### TASK DIRECTIONS:
In the entries that follow, which lines hold the string "linejoin"? List them.

=== EXTRACTED RECORDS ===

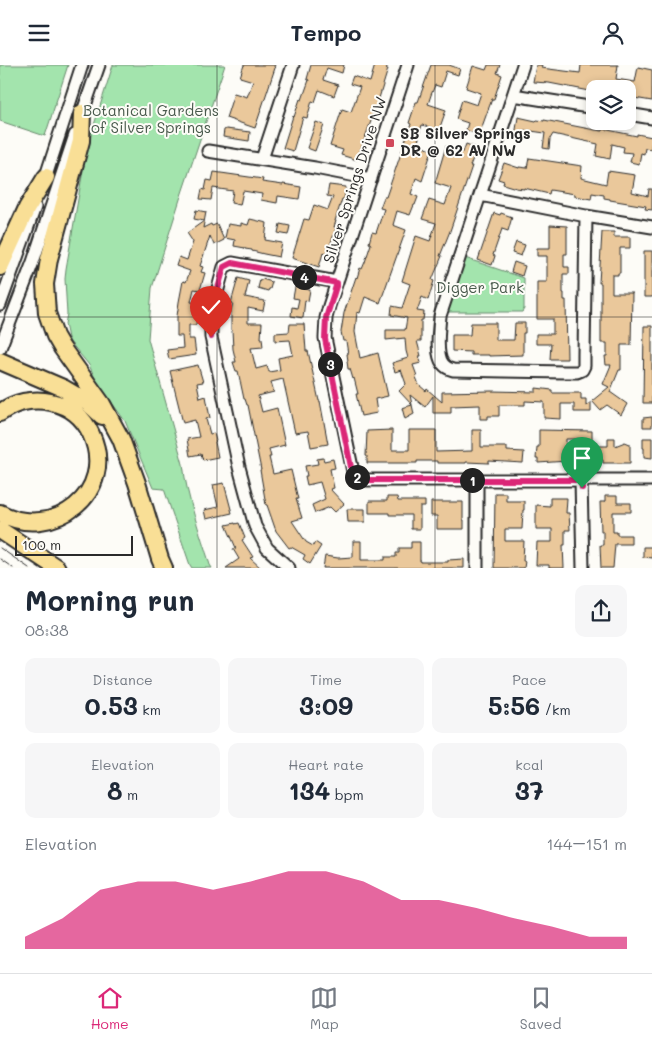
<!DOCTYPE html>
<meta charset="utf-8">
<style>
:root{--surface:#fff;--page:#f6f6f7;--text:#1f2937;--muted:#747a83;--line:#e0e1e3;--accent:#db2777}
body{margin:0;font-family:Mali,sans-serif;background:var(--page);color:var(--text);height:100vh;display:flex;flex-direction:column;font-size:19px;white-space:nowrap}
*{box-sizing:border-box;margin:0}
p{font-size:16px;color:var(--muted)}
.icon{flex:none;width:28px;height:28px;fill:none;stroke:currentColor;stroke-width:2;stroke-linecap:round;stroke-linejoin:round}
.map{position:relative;height:503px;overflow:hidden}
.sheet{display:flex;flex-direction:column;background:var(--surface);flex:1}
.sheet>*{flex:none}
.controls{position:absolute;left:586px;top:15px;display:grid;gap:10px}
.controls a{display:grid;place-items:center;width:50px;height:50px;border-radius:10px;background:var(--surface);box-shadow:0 2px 8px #0003;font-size:25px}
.scale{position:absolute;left:15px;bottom:12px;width:118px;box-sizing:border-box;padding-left:5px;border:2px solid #2b2b2b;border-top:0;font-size:14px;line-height:18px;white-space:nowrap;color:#2b2b2b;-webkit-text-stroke:4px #fdfcf7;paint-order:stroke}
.pin{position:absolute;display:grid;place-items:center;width:42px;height:42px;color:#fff;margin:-51px -21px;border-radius:50% 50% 50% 0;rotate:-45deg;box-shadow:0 0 5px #0007}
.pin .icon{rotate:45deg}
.km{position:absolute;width:25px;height:25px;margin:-12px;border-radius:50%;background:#222;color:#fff;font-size:14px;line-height:25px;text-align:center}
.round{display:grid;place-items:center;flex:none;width:52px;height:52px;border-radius:10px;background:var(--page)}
.overview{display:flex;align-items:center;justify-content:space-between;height:85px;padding:0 25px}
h1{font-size:28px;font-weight:800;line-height:38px}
.stats{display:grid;grid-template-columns:repeat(3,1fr);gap:8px;height:85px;padding:5px 25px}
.stats div{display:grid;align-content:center;border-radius:10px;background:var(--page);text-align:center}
.stats b{font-size:25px;font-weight:800}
.stats small{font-size:14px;font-weight:400}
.stats p{font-size:14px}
.chart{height:140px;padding:10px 25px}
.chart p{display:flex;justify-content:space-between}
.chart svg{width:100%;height:90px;margin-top:5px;fill:var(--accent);opacity:.7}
header{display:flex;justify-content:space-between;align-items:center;height:65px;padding:0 25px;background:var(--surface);font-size:22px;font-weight:800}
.menu{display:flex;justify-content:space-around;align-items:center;height:70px;border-top:1px solid var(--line);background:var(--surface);font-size:14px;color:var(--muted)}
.menu a{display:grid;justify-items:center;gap:2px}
.menu .active{color:var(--accent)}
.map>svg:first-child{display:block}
.green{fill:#a3e4ad;stroke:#67886c}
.building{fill:#eac89b;stroke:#2b2b2b;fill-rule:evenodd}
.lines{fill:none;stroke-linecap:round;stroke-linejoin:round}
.minor-casing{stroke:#2b2b2b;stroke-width:15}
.highway-casing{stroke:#2b2b2b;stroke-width:20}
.minor{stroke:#fdfcf7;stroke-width:11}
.highway{stroke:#f9df96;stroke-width:16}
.tram{stroke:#2b2b2b;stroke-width:1}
.route-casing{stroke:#fff;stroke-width:10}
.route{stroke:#db2777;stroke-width:6}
.grid{fill:none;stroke:#2b2b2b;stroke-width:1;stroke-opacity:0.55}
.poi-dot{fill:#d1495b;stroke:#fdfcf7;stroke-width:2}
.labels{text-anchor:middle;stroke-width:4;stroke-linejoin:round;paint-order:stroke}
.park-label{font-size:15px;fill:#49594c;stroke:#fdfcf7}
.poi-label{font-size:15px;font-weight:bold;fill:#2b2b2b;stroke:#fdfcf7;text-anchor:start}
.street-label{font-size:15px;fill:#2b2b2b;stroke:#fdfcf7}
</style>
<header><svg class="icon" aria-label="menu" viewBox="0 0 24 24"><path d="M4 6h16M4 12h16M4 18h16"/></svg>Tempo<svg class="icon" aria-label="person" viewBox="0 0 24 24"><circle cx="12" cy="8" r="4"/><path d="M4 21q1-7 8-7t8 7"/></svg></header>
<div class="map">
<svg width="652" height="503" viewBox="0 0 652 503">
<rect width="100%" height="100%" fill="#fdfcf7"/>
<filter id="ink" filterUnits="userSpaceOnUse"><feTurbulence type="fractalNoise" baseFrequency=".02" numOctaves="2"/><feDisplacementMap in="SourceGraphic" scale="10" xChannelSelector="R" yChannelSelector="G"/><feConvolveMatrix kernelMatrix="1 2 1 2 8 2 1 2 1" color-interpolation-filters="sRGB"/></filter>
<g filter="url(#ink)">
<!-- green -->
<path class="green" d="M0,0h68l-23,71 -45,-15z
M113,0h112l-44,131 -29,92 -4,51 35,125c4,35 17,68 27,101l2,3h-20l-2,-3 -26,-76 -11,-1 -28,-67 -28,-39 -8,-17 -19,-23 -2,-4 -3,-14 2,-10 -2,-35 1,-10 21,-122z
M465,193l59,20v31l-2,3h-76z"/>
<!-- building -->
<path class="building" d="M244,0h31l-1,2 1,1 -20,60 -29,-10 8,-25 13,4 6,-16 -13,-4z
M311,0h33l-2,8 -15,-5 -4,12 15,5 -4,11 -15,-6 -4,12 -3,-1 -5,17 -4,-1 -10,34 -10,-3 10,-32 1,1 6,-18 2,1 7,-20 -2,-1z
M375,0h13l-2,4h2l-16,52h-1l-14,39 -16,-5 2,-5 -13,-4 12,-37 9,3 9,-25 -10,-3 3,-8 17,6z
M431,0h18l11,4 -2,6 -12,-4 -5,16 -6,-2 -4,10 -3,9 18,6 -7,20 -17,-5 -4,13h1l-2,7 15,5 -10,31 -6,-3 -5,16 7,3 -3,8h-1l-4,10 -13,-4 -4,14 13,5 -26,73 -15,-6 -5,16 -3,-1 -2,20 5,26 18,-5 10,43 -13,3 2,14 -16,3 -5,-22h2l-4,-16 -1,1 -3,-10h-2l-1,-8h1l-1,-7h1l-2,-13h-3l-2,-9 3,-19 12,-36 1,1 3,-10 2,1 3,-7 6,-18 -2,-1 3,-11 4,1 8,-24 -4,-1 4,-11h2l23,-67 2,-6 -2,-1 7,-21h2z
M488,0h12l-3,8 5,2 -8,24h-2l-13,36 -13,-5 2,-7 -12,-4 6,-19 15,5 4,-12 -15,-5 7,-22 13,4z
M536,0h6l-1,3 39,5 1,-8h37l-2,14 19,3 3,-15 14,3v31l-24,-4v-8h-33v3l-46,-9 -16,-1z
M518,52l18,4 1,-1 7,1v-1l51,10 8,1v-2l34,7v-2l15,3 -1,12 -6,-1 -1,6 -3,-1 -2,11 -9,-2 2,-9 -9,-1 1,-5 -12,-3 -2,15 -14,-3 2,-12 -45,-10 -3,5 -1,10 -6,-1 2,-15 -21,-3 -1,7 -8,-1z
M316,57l8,3 -9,26 -8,-3z
M226,64l24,3 -1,9 -26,-4 1,-7z
M466,79l11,4 -7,18h2l-22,65 -10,25h2l-10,24 2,1 -6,19 -6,-3 -5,14 7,1 -1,8h-2v21h-4l4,15h-2l2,7 -8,2 4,11 -1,1 3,8 7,6 1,-2 15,13v-10l49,-1 45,1v-4l16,2v3h29v6h5v7l5,-4v10h-17v-8h-13v15l-17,-1v-16l-19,-1v4h-26v11h-11v3h-8v-14l-29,1v7h-18v-17l-8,11 -15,-12 2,10 -13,-14 7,-7 -5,-14 -6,2 -3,-9 16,-5 -2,-7 -1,-13 -19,2v-10h19l2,-12 -16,-3 1,-9 10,2 8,-24 -8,-3 14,-45 14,5 6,-18 -14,-4 7,-19 16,5 6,-17 -16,-5 11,-37 17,6z
M529,93l53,8 -1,12 25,6 2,-13 27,4 -3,17 16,4 1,-7h3v21l-7,-1 1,-3 -36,-6v-1l-6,-1v-3l-12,-2 -1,6 -16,-3v-2l-25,-4 -1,4 -25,-6v1l-8,-1 -13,-4 1,-3 -6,-2 6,-16 15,5v-1l8,1z
M214,107l49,7 -1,3 21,3v-1l18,3 -2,12 -21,-3 -1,7 -16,-3 1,-6 -19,-3 -3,14 -9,-2 2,-12 -20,-3 -2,12 -11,-1 2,-10 3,1 2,-10 5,1z
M329,120l17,2 -2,12h-2l-7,22h1l-2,6 2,1 -3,9 -6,17 -4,-1 -4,14 -27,-9 12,-39 5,1 5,-15 14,5 5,-13 -6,-1z
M196,145l10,2 -3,16 8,-4 1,2 5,-2 7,16 -10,5 -4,-9 -10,30 3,1 -2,5 4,1 -5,17 -6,-1 -3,13 8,1 -3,22h-7v14h5l2,16 -27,4 -2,-9 16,-2 -1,-12h-5v-20l2,-14 4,-21 3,1 4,-11 -14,-5 3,-9 8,3 6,-18 -6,-9 17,-12 -10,-2z
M494,148l6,2 1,-2 11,4 -4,14 -6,-2 -9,26 2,1 -3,9 -14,-5z
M250,154l17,4 -2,17 17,3 -3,14 -15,-3 -12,-3v-1l-7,-1v-1l-11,-2 1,-6 -10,-2 3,-14 13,2v-3l7,2z
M280,159l10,2 -2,9 -10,-2z
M550,160l17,1v28h-3v13h5v7h-6v19h1v7h2l1,59h-17l1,-15h-15v-10h17v-15h-16v-37h10v-26h-10v-8h13z
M602,167h12v5h16v11h-10v25h-2v2h-6v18h20l-1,52h-10v25h-2l-9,22 17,12 -6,11 -14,-10 -7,5 -8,-9 17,-14 -6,-3 8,-19h-5l-1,-9h2v-13h-6v-60h-2z
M516,177l9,3 -4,11 -9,-3z
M644,186h8v46h-8z
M514,197l11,4 -3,10 -11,-4z
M238,213l11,3 -4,16 20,4 -2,10 -15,-3v15h14l-1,15h1l1,9 -12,1 5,21 11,-3 2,6 11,-2 -2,-12 15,-3 -3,-15 -15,1v-8l14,-1 1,-8h14l2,27h2l11,50h1l8,43 -17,3 -3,-16 -13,2 -12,-54 -12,3 3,10 -16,4 4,16 15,-4 8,37 -16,4 2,8h-2l4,17 18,-4 7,29h-2l6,19 -10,3 14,21 7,4 2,-4 6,4 -11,18 -7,-5 2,-4 -14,-8 -2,1 -13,-17 -9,-26h-1l-6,-35h1l-13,-65h-1l-2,-6h-1l-6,-28h-2l-3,-9h3l-3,-13 -1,-19h-1v-19l2,-8h-2z
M262,214l10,3 -2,7h-1l-1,2 -10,-3 2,-8h2z
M295,222l15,3 -2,11 -3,-1 -2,18 -12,-2 1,-9 5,1 2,-9 -6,-1z
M471,258h25v17h18l1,-17h10v10h-2v22l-34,1v-1h-18v-3l-19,-1v-16h18z
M644,261h8v77h-9z
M198,300l5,17 -6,1 3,15 6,-2 4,22 -4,1 4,15 4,-1 2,8 -1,1 3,15 -15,3 -2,-6 -11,2 -3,-17 12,-2 -4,-17 -12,3 -13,-52z
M412,340l2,9 -9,5 -3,-11z
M652,352v10h-9v-9z
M392,365v20h17v-20h27v22l36,-1v-21h9v17h26v4l17,1 -1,11 -34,-2v2l-23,-1v1h-29v-2h-20v2h-50v-7h-1l1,-25z
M539,365l53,1v15h16v-8h7v8l10,-4 5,2v19h-27v-3h-21l-44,3v-4h-2l1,-12h2zM566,374h17v12h-17z
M643,373h9v20l-8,-1v-9h-1z
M323,393l1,3 9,-2 2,9 -5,1 4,19 -4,1 14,15 -9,8 -5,-5 -15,6 -3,-8 13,-6 -5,-17 -13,3 -2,-9h2l-2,-10 13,-2 -1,-5z
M224,418l8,30 -26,6 -2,-9 14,-3 -5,-22z
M495,428h11v8h18v9h-1l-1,19h-17v12h19l-1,20h2l-1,7h-30z
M605,431h12v7h14v9h-18v20h4v3h14v9h-16l-2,24h-12l-1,-23h3v-14h-2l-1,-29h5z
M387,432h10l1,4h27v6h-5v22h-9v-14h-22v-2h-20v-12h18z
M550,433h17l-1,15h3l1,17h-5v15h-2l1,23h-15v-3h-13l1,-23h15v-13h-16v-24l14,1z
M431,437h32v18h1v9h-27v-13h-6z
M347,444h18v13h-17z
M235,458v1l4,-1 6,15 -3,2 11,17 -3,1 11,10h-35l13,-9 -6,-10 3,-1 -10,-23z
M353,476h8v19h24v-3h11v-4h3v-5h12v-6h9v19h1v1h27v-2l16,-1v9h-141l2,-12 13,2 15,-1z
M643,482h9v11l-9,-1z"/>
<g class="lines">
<!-- minor casing -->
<g class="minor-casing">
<path id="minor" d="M408,0l-79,241 -3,12 -1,20 28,134 6,8h293
M523,0l-83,251c-1,13 -5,38 3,48 3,4 6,5 10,6l112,2h12l5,-2 2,-4v-11l2,-139
M513,30l82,13
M628,49l24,4
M80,55l19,-55
M208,86l107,17 56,11
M262,94l31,-94
M44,117l38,-117
M480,130l106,21 66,11
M0,240l35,-98
M0,283l33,-86 42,-127
M477,415v88
M581,415l2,88
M289,503l-22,-20 -12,-22 -16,-59 -28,-130v-23l13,-47 8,-4 105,19"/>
</g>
<!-- highway casing -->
<g class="highway-casing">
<path id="highway" d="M82,48l-1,28 -32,118 -4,25 2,29 8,23 7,12 40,56 19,35 16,44 23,76 4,9
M0,202l27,-59 19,-31
M0,296l63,27 24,14 15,14
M0,348c14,-11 33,-15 51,-11 18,4 32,14 40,32 27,58 -38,108 -91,79
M0,465l57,38"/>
</g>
<!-- minor -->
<use href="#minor" class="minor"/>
<!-- highway -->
<use href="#highway" class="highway"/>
<!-- tram -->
<path class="tram" d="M0,483l29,20
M0,494l13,9"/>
</g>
</g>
<g class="lines" filter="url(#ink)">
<!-- route casing -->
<g class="route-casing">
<path id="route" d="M211,272v-23l13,-47 8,-4 105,20 -11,35 -1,21 27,133 7,8h222l1,8"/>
</g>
<!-- route -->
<use href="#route" class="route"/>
</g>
<!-- grid -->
<path class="grid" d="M217,0v503M435,0v503M0,252h652"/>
<!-- markers -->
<rect class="poi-dot" x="385" y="73" width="10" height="10" rx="2.5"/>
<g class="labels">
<!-- park labels -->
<g class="park-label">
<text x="151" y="51">Botanical Gardens<tspan x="151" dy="17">of Silver Springs</tspan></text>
<text x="480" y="228">Digger Park</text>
</g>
<!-- poi labels -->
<g class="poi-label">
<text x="400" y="74">SB Silver Springs<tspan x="400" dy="17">DR @ 62 AV NW</tspan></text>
</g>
<!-- street labels -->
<g class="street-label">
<text transform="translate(355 115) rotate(-72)" y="5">Silver Springs Drive NW</text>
</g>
</g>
</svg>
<div class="controls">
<a><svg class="icon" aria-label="layers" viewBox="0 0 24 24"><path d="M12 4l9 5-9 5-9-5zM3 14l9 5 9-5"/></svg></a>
</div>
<div class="scale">100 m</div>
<div class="pin" style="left:582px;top:423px;background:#1e9e55"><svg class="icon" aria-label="arrive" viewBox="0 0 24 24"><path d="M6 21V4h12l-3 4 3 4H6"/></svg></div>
<div class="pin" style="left:211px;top:272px;background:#d93025"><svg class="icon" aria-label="check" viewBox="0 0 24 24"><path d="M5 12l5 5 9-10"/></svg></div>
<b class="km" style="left:472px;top:415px">1</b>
<b class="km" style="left:357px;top:412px">2</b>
<b class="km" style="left:330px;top:299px">3</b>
<b class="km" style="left:304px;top:212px">4</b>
</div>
<section class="sheet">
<div class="overview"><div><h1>Morning run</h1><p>08:38</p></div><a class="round"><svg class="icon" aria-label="share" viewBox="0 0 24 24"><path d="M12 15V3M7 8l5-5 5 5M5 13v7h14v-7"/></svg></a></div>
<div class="stats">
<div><p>Distance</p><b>0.53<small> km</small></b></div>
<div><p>Time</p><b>3:09</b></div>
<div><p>Pace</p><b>5:56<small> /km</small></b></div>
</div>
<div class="stats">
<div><p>Elevation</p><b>8<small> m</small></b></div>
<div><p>Heart rate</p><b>134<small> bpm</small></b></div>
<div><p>kcal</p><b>37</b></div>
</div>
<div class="chart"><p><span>Elevation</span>144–151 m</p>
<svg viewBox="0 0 160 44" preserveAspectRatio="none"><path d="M0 44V38L10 29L20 15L30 11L40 11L50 15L60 11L70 6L80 6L90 11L100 20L110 20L120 24L130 29L140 33L150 38L160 38V44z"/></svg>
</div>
</section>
<nav class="menu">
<a class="active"><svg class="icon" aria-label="home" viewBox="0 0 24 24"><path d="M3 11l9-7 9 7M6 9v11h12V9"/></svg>Home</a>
<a><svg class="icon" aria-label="map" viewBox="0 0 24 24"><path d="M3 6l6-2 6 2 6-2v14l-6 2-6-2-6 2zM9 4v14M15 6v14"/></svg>Map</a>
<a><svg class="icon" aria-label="saved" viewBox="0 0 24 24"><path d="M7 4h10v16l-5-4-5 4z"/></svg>Saved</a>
</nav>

===

### ANSWER BELOW:
.icon{flex:none;width:28px;height:28px;fill:none;stroke:currentColor;stroke-width:2;stroke-linecap:round;stroke-linejoin:round}
.lines{fill:none;stroke-linecap:round;stroke-linejoin:round}
.labels{text-anchor:middle;stroke-width:4;stroke-linejoin:round;paint-order:stroke}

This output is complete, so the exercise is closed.